*Task statement*.
Since pictures are not wanted in the copy, output only the rest of each record exactly.

------ Source data ------

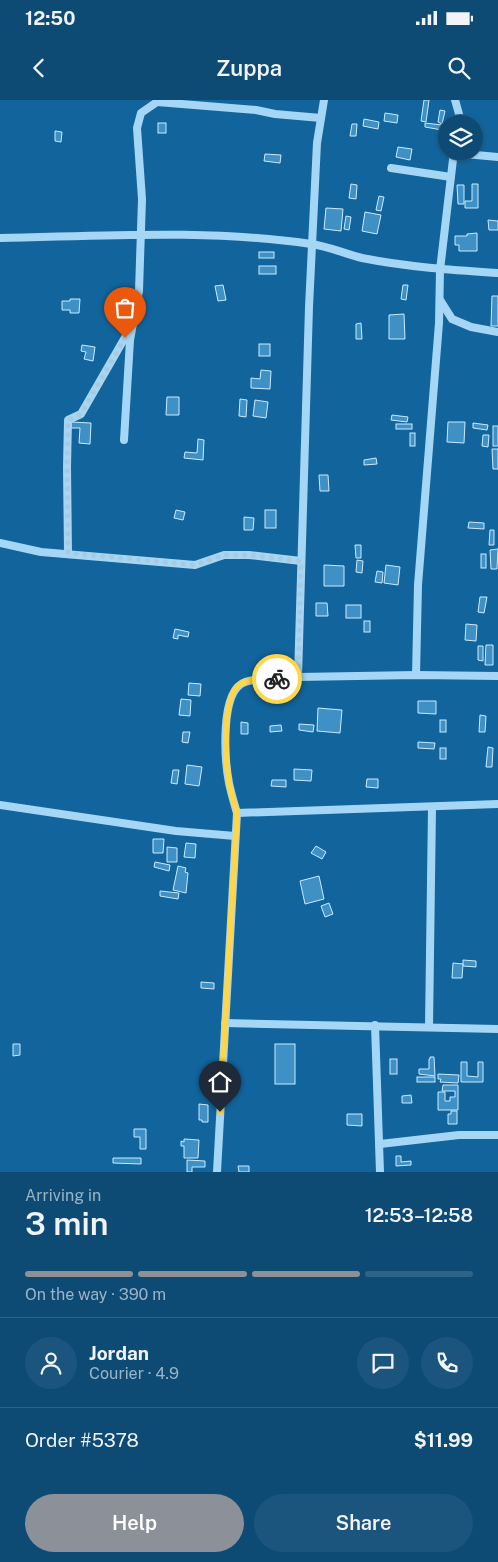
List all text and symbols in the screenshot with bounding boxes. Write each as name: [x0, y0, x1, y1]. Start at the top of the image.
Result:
text: 12:50: [25, 7, 75, 29]
icon: back: [25, 54, 53, 82]
icon: search: [445, 54, 473, 82]
text: Zuppa: [216, 55, 282, 81]
map controls: [438, 115, 483, 160]
button: layers: [438, 115, 483, 160]
pin: [104, 287, 146, 338]
icon: bag: [111, 294, 139, 322]
courier: [252, 654, 302, 704]
icon: bike: [263, 665, 291, 693]
pin: [199, 1061, 241, 1112]
icon: home: [206, 1068, 234, 1096]
text: Arriving in: [25, 1186, 101, 1205]
text: 12:53–12:58: [365, 1204, 473, 1226]
text: 3 min: [25, 1205, 109, 1242]
text: On the way · 390 m: [25, 1285, 166, 1304]
button: person: [25, 1337, 77, 1389]
button: chat: [357, 1337, 409, 1389]
button: phone: [421, 1337, 473, 1389]
text: Jordan: [89, 1342, 149, 1364]
text: Courier · 4.9: [89, 1364, 179, 1383]
text: Order #5378: [25, 1429, 139, 1451]
text: $11.99: [414, 1429, 473, 1451]
button: Help: [25, 1494, 244, 1552]
button: Share: [254, 1494, 473, 1552]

------

*Output*.
List all text and symbols in the screenshot with bounding boxes. Write each as name: [x0, y0, x1, y1]. Start at the top of the image.
Result:
text: 12:50: [25, 7, 75, 29]
icon: back: [25, 54, 53, 82]
icon: search: [445, 54, 473, 82]
text: Zuppa: [216, 55, 282, 81]
map controls: [438, 115, 483, 160]
button: layers: [438, 115, 483, 160]
pin: [104, 287, 146, 338]
icon: bag: [111, 294, 139, 322]
courier: [252, 654, 302, 704]
icon: bike: [263, 665, 291, 693]
pin: [199, 1061, 241, 1112]
icon: home: [206, 1068, 234, 1096]
text: Arriving in: [25, 1186, 101, 1205]
text: 12:53–12:58: [365, 1204, 473, 1226]
text: 3 min: [25, 1205, 109, 1242]
text: On the way · 390 m: [25, 1285, 166, 1304]
button: person: [25, 1337, 77, 1389]
button: chat: [357, 1337, 409, 1389]
button: phone: [421, 1337, 473, 1389]
text: Jordan: [89, 1342, 149, 1364]
text: Courier · 4.9: [89, 1364, 179, 1383]
text: Order #5378: [25, 1429, 139, 1451]
text: $11.99: [414, 1429, 473, 1451]
button: Help: [25, 1494, 244, 1552]
button: Share: [254, 1494, 473, 1552]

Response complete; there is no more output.